Is Black Widow terrible? No, but it is extremely conventional and occasionally boring. Marvel is pumping out real quality on Disney Plus, so their big-screen products really need to offer more than this. It’s passable, but only by the skin of its teeth.
With the passing of director Richard Donner, the Odeon in Sheffield screened his most celebrated film, the original superhero blockbuster Superman. Now I must confess, I have never been enamoured with it although I do recognise its significance. I feel much the same way about Citizen Kane; the influence and importance are undeniable, yet it isn’t a perfect film by any means. I wanted to see it on the big screen to gain new perspective on the film as I often find myself the only person not in love with Superman. Controversially, I find Man of Steel a more intriguing exploration of the character. The 1978 film was made at a time when Superman was a very limited character. It wasn’t until 1986 when DC comics revamped his origins and made him less godlike and more vulnerable. The better stories such as The Death of Superman followed soon after.

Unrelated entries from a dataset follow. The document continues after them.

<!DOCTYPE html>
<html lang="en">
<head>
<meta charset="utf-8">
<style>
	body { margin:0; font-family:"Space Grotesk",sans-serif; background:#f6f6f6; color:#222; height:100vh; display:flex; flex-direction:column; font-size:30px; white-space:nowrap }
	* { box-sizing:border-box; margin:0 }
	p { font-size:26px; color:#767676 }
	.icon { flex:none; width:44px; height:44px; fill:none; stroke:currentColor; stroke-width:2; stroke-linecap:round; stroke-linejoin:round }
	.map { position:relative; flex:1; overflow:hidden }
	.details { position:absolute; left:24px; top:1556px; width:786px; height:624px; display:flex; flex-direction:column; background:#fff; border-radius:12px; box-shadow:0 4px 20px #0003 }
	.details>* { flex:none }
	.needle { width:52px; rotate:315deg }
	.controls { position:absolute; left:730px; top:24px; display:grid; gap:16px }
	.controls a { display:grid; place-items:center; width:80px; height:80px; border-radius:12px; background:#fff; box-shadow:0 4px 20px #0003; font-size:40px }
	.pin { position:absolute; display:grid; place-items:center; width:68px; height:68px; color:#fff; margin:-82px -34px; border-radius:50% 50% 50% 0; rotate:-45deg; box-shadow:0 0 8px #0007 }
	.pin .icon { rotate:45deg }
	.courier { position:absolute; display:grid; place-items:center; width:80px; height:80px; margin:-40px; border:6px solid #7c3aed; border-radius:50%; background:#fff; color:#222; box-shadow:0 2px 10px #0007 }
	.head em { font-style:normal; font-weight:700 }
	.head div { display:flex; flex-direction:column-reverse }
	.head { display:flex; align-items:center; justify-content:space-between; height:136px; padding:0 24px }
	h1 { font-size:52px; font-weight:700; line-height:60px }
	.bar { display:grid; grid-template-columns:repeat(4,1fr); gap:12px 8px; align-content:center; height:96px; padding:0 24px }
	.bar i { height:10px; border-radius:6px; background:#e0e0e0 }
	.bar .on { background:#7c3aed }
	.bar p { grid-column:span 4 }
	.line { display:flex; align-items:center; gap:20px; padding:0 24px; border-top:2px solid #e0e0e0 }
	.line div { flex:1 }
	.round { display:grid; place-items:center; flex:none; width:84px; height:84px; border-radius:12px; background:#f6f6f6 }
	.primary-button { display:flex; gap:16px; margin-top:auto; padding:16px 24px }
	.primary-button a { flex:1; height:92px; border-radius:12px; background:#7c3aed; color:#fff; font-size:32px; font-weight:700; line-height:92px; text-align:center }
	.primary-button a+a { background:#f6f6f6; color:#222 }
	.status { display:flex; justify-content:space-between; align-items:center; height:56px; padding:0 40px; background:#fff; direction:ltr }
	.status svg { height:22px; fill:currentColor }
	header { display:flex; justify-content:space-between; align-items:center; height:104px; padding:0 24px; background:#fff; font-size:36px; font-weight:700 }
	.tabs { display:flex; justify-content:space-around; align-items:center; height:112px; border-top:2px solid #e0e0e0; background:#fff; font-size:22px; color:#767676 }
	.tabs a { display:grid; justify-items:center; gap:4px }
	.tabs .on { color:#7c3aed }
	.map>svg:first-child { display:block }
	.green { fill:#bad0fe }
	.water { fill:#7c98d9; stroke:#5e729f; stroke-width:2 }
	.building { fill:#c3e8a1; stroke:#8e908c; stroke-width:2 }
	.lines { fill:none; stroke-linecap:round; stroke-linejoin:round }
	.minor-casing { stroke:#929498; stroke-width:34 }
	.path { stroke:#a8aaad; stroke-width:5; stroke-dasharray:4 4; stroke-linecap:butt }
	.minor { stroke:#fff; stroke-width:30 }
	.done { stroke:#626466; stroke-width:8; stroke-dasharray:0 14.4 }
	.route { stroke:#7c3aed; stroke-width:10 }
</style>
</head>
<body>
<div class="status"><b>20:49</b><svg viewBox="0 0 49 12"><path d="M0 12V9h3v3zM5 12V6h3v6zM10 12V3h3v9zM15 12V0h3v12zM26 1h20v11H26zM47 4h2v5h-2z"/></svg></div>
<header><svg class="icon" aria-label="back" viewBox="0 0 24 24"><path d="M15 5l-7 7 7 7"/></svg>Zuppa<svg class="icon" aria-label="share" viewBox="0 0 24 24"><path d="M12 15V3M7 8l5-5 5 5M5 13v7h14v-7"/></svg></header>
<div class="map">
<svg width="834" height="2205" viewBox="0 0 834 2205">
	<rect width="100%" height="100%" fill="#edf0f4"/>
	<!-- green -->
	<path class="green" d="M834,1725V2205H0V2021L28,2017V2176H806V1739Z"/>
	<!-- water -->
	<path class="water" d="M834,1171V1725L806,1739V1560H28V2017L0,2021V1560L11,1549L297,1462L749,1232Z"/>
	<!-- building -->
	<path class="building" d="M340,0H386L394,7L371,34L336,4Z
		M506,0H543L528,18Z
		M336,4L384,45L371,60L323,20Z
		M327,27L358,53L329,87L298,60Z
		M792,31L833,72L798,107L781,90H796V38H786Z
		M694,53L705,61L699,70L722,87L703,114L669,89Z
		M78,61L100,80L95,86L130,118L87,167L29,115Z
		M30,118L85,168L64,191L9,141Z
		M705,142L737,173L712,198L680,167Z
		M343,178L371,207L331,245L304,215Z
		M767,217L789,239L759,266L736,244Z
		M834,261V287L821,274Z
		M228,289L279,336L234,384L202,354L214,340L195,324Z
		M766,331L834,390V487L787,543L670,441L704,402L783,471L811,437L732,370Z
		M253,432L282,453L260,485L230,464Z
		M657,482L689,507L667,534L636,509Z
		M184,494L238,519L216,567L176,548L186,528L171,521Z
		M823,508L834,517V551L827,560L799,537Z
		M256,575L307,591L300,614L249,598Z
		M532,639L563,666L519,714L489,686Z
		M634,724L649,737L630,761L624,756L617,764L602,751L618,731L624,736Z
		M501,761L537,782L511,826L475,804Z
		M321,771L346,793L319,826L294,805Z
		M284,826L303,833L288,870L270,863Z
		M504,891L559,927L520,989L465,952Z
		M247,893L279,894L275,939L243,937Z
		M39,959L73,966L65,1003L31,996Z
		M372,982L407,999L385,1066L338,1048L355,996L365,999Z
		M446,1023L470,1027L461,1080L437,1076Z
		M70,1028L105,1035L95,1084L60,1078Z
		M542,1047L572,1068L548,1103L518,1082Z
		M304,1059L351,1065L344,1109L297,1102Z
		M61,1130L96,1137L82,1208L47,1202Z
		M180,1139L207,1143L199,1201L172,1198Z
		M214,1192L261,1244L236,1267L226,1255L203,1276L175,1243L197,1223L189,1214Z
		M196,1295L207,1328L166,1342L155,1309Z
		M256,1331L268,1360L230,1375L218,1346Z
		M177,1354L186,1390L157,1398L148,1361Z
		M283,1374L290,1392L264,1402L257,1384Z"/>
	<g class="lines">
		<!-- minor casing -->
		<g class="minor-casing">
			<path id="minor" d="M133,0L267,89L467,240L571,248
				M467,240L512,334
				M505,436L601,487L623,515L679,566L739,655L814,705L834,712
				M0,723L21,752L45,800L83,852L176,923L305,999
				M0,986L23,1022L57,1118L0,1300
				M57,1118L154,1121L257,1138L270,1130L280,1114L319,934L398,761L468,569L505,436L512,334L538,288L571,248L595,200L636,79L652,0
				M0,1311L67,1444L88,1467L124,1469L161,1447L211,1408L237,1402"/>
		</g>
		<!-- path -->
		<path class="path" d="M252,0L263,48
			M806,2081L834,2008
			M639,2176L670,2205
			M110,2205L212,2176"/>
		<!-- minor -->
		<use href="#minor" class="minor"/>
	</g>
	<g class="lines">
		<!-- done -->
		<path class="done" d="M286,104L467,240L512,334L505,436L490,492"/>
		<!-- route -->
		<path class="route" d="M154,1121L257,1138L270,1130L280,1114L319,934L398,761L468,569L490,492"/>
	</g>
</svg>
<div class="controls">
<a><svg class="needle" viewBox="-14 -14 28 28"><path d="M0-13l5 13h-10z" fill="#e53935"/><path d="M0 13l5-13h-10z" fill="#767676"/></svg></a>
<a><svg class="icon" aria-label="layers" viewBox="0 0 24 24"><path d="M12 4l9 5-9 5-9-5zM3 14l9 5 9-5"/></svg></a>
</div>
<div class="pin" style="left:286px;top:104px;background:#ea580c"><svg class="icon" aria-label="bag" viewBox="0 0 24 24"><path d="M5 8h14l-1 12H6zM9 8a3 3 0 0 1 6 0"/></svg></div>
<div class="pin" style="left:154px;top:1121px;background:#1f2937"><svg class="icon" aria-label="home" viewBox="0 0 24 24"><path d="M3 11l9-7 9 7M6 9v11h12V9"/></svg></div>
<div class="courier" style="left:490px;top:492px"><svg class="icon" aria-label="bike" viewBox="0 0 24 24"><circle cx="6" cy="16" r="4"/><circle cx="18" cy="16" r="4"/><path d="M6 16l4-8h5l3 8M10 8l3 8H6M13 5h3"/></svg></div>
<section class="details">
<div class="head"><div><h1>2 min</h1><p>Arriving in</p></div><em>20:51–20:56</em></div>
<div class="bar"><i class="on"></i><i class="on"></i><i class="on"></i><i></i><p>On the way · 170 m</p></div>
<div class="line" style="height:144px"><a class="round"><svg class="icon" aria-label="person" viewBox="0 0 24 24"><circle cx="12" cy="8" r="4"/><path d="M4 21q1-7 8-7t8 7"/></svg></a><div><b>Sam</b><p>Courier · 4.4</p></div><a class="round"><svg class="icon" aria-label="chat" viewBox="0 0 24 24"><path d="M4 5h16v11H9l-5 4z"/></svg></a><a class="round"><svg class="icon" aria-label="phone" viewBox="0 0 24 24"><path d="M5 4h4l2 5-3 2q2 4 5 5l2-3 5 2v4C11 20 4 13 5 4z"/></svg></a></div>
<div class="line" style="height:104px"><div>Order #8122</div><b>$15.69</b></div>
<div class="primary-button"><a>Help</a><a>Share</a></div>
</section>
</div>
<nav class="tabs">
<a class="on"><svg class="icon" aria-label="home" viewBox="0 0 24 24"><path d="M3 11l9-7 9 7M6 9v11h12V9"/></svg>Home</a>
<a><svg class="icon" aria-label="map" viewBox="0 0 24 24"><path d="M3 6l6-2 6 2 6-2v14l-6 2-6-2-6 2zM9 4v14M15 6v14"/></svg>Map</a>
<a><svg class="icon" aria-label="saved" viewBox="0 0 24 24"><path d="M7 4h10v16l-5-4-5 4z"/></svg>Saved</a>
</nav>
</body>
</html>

So, how was it watching the film on the big screen? A real delight. Has my opinion on the film changed? Not massively, I still find everything up until Glenn Ford’s death and subsequent funeral the best parts of the film. The wonderfully designed sequences on Krypton; the panoramic cinematography of Smallville and the Kansas countryside, the emotional John Williams score, all make the film’s first hour or so a beautiful experience. Glenn Ford’s death always makes me weep! Christopher Reeve is the quintessential Superman, both as Clark Kent and Kal-El, and his romantic interactions with Margot Kidder’s Lois Lane are heart-warming, particularly during the terrace interview and the night-time flight.
The film does then begin to derail in the second half, especially with the introduction of Gene Hackman’s Lex Luthor and his two dimwits who have no reason to be there. The humour with Luthor seems out of place with the rest of the film and has aged very poorly. It attempts with the best of intentions to capture every aspect of the comic books. Unfortunately this does create tonal inconsistencies. If one compares the opening trial where Brando’s Jor-El sentences Zod and his fellow conspirators to the Phantom Zone with that of the missile reprogramming sequences, it’s like looking at two completely different films. The ending I still find staggeringly frustrating and is one of the biggest cop outs in the movies. It also doesn’t make any sense whatsoever.
Superman does keep you smiling all the way through, and there is still enough brilliant stuff despite the Luthor nonsense and the daft ending. It must be commended as well for laying many of the guidelines which superhero films up to this day are still following. A good-natured classic which still stands as a triumph, albeit an occasionally dated one.